### EXERCISE INSTRUCTIONS
The data must be given again in full, with no line altered.

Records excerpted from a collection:

──────────

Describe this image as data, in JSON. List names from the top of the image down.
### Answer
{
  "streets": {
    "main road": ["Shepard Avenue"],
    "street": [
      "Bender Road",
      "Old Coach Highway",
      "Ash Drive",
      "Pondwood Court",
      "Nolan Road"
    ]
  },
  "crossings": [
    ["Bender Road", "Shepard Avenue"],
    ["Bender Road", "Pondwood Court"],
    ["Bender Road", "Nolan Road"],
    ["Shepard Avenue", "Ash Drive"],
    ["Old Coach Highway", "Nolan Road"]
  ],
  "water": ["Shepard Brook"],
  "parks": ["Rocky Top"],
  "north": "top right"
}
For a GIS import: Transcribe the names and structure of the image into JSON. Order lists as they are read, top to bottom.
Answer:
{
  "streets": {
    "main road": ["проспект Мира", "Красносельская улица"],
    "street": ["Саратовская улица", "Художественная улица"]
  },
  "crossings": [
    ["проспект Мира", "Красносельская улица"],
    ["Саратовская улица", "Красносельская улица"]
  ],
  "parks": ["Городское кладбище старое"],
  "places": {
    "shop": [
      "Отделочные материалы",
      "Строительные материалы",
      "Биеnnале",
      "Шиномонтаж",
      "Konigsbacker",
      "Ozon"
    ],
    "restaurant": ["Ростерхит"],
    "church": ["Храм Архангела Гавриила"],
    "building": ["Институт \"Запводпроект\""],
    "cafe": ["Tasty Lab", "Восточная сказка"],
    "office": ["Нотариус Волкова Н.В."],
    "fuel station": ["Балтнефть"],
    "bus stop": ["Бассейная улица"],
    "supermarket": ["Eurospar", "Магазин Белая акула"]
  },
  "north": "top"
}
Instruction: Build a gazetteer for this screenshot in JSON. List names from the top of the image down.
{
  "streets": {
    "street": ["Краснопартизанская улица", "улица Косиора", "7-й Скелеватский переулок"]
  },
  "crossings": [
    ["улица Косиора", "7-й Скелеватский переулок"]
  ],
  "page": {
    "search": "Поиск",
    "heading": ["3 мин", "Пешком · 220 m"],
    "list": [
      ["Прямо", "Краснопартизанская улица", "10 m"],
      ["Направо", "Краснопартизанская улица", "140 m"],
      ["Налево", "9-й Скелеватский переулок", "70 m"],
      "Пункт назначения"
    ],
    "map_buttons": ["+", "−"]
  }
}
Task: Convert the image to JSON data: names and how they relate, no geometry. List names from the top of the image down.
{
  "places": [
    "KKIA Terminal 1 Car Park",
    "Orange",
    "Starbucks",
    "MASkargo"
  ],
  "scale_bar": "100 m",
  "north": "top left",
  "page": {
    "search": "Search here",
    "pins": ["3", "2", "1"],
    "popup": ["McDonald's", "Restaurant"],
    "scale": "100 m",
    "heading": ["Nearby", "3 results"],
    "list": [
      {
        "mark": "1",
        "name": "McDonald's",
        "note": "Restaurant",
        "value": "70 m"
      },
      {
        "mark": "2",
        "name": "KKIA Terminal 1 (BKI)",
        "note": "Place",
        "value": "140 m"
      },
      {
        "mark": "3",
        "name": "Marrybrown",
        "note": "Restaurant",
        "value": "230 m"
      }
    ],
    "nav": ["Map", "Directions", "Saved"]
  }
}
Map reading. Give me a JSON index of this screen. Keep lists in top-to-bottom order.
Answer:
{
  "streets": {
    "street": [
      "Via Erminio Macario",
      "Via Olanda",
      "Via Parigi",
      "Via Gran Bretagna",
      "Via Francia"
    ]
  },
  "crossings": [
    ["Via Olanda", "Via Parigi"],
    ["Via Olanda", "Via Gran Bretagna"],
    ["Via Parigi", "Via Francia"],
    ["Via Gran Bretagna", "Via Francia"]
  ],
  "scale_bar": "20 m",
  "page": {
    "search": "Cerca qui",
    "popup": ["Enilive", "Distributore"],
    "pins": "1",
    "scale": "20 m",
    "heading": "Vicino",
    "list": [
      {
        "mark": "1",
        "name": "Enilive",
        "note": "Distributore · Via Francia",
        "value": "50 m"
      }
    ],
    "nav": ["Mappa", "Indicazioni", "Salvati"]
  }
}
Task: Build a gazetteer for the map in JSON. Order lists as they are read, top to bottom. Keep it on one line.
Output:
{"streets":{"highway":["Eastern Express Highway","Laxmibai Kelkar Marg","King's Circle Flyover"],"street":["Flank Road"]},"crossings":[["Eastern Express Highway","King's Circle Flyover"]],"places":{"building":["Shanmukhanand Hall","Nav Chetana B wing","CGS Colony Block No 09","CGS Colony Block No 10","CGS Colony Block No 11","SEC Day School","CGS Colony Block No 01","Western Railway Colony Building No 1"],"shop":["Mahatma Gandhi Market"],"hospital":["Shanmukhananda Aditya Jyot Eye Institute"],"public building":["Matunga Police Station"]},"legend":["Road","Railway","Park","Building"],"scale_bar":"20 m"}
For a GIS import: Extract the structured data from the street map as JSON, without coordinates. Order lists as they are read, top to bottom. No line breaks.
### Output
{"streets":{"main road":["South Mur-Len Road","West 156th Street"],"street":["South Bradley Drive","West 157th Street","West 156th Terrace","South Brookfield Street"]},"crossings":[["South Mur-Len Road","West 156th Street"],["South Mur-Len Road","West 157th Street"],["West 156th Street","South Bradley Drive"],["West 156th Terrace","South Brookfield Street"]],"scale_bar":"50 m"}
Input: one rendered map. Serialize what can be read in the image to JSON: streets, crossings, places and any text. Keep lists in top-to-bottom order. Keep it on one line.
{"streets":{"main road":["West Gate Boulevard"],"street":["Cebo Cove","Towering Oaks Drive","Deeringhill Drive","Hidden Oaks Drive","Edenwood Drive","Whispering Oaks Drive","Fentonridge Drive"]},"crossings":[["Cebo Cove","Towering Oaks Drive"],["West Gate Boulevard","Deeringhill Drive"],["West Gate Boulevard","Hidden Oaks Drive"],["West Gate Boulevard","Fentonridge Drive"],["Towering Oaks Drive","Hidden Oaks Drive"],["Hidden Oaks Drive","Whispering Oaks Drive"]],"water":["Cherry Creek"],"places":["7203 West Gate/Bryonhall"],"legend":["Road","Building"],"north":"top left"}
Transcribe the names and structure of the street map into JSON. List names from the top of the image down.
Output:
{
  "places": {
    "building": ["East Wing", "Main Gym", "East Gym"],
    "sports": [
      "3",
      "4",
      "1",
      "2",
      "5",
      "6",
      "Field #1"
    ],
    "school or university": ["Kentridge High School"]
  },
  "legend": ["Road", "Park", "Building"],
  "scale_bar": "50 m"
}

──────────

### YOUR RESPONSE
Describe this image as data, in JSON. List names from the top of the image down.
### Answer
{
  "streets": {
    "main road": ["Shepard Avenue"],
    "street": [
      "Bender Road",
      "Old Coach Highway",
      "Ash Drive",
      "Pondwood Court",
      "Nolan Road"
    ]
  },
  "crossings": [
    ["Bender Road", "Shepard Avenue"],
    ["Bender Road", "Pondwood Court"],
    ["Bender Road", "Nolan Road"],
    ["Shepard Avenue", "Ash Drive"],
    ["Old Coach Highway", "Nolan Road"]
  ],
  "water": ["Shepard Brook"],
  "parks": ["Rocky Top"],
  "north": "top right"
}
For a GIS import: Transcribe the names and structure of the image into JSON. Order lists as they are read, top to bottom.
Answer:
{
  "streets": {
    "main road": ["проспект Мира", "Красносельская улица"],
    "street": ["Саратовская улица", "Художественная улица"]
  },
  "crossings": [
    ["проспект Мира", "Красносельская улица"],
    ["Саратовская улица", "Красносельская улица"]
  ],
  "parks": ["Городское кладбище старое"],
  "places": {
    "shop": [
      "Отделочные материалы",
      "Строительные материалы",
      "Биеnnале",
      "Шиномонтаж",
      "Konigsbacker",
      "Ozon"
    ],
    "restaurant": ["Ростерхит"],
    "church": ["Храм Архангела Гавриила"],
    "building": ["Институт \"Запводпроект\""],
    "cafe": ["Tasty Lab", "Восточная сказка"],
    "office": ["Нотариус Волкова Н.В."],
    "fuel station": ["Балтнефть"],
    "bus stop": ["Бассейная улица"],
    "supermarket": ["Eurospar", "Магазин Белая акула"]
  },
  "north": "top"
}
Instruction: Build a gazetteer for this screenshot in JSON. List names from the top of the image down.
{
  "streets": {
    "street": ["Краснопартизанская улица", "улица Косиора", "7-й Скелеватский переулок"]
  },
  "crossings": [
    ["улица Косиора", "7-й Скелеватский переулок"]
  ],
  "page": {
    "search": "Поиск",
    "heading": ["3 мин", "Пешком · 220 m"],
    "list": [
      ["Прямо", "Краснопартизанская улица", "10 m"],
      ["Направо", "Краснопартизанская улица", "140 m"],
      ["Налево", "9-й Скелеватский переулок", "70 m"],
      "Пункт назначения"
    ],
    "map_buttons": ["+", "−"]
  }
}
Task: Convert the image to JSON data: names and how they relate, no geometry. List names from the top of the image down.
{
  "places": [
    "KKIA Terminal 1 Car Park",
    "Orange",
    "Starbucks",
    "MASkargo"
  ],
  "scale_bar": "100 m",
  "north": "top left",
  "page": {
    "search": "Search here",
    "pins": ["3", "2", "1"],
    "popup": ["McDonald's", "Restaurant"],
    "scale": "100 m",
    "heading": ["Nearby", "3 results"],
    "list": [
      {
        "mark": "1",
        "name": "McDonald's",
        "note": "Restaurant",
        "value": "70 m"
      },
      {
        "mark": "2",
        "name": "KKIA Terminal 1 (BKI)",
        "note": "Place",
        "value": "140 m"
      },
      {
        "mark": "3",
        "name": "Marrybrown",
        "note": "Restaurant",
        "value": "230 m"
      }
    ],
    "nav": ["Map", "Directions", "Saved"]
  }
}
Map reading. Give me a JSON index of this screen. Keep lists in top-to-bottom order.
Answer:
{
  "streets": {
    "street": [
      "Via Erminio Macario",
      "Via Olanda",
      "Via Parigi",
      "Via Gran Bretagna",
      "Via Francia"
    ]
  },
  "crossings": [
    ["Via Olanda", "Via Parigi"],
    ["Via Olanda", "Via Gran Bretagna"],
    ["Via Parigi", "Via Francia"],
    ["Via Gran Bretagna", "Via Francia"]
  ],
  "scale_bar": "20 m",
  "page": {
    "search": "Cerca qui",
    "popup": ["Enilive", "Distributore"],
    "pins": "1",
    "scale": "20 m",
    "heading": "Vicino",
    "list": [
      {
        "mark": "1",
        "name": "Enilive",
        "note": "Distributore · Via Francia",
        "value": "50 m"
      }
    ],
    "nav": ["Mappa", "Indicazioni", "Salvati"]
  }
}
Task: Build a gazetteer for the map in JSON. Order lists as they are read, top to bottom. Keep it on one line.
Output:
{"streets":{"highway":["Eastern Express Highway","Laxmibai Kelkar Marg","King's Circle Flyover"],"street":["Flank Road"]},"crossings":[["Eastern Express Highway","King's Circle Flyover"]],"places":{"building":["Shanmukhanand Hall","Nav Chetana B wing","CGS Colony Block No 09","CGS Colony Block No 10","CGS Colony Block No 11","SEC Day School","CGS Colony Block No 01","Western Railway Colony Building No 1"],"shop":["Mahatma Gandhi Market"],"hospital":["Shanmukhananda Aditya Jyot Eye Institute"],"public building":["Matunga Police Station"]},"legend":["Road","Railway","Park","Building"],"scale_bar":"20 m"}
For a GIS import: Extract the structured data from the street map as JSON, without coordinates. Order lists as they are read, top to bottom. No line breaks.
### Output
{"streets":{"main road":["South Mur-Len Road","West 156th Street"],"street":["South Bradley Drive","West 157th Street","West 156th Terrace","South Brookfield Street"]},"crossings":[["South Mur-Len Road","West 156th Street"],["South Mur-Len Road","West 157th Street"],["West 156th Street","South Bradley Drive"],["West 156th Terrace","South Brookfield Street"]],"scale_bar":"50 m"}
Input: one rendered map. Serialize what can be read in the image to JSON: streets, crossings, places and any text. Keep lists in top-to-bottom order. Keep it on one line.
{"streets":{"main road":["West Gate Boulevard"],"street":["Cebo Cove","Towering Oaks Drive","Deeringhill Drive","Hidden Oaks Drive","Edenwood Drive","Whispering Oaks Drive","Fentonridge Drive"]},"crossings":[["Cebo Cove","Towering Oaks Drive"],["West Gate Boulevard","Deeringhill Drive"],["West Gate Boulevard","Hidden Oaks Drive"],["West Gate Boulevard","Fentonridge Drive"],["Towering Oaks Drive","Hidden Oaks Drive"],["Hidden Oaks Drive","Whispering Oaks Drive"]],"water":["Cherry Creek"],"places":["7203 West Gate/Bryonhall"],"legend":["Road","Building"],"north":"top left"}
Transcribe the names and structure of the street map into JSON. List names from the top of the image down.
Output:
{
  "places": {
    "building": ["East Wing", "Main Gym", "East Gym"],
    "sports": [
      "3",
      "4",
      "1",
      "2",
      "5",
      "6",
      "Field #1"
    ],
    "school or university": ["Kentridge High School"]
  },
  "legend": ["Road", "Park", "Building"],
  "scale_bar": "50 m"
}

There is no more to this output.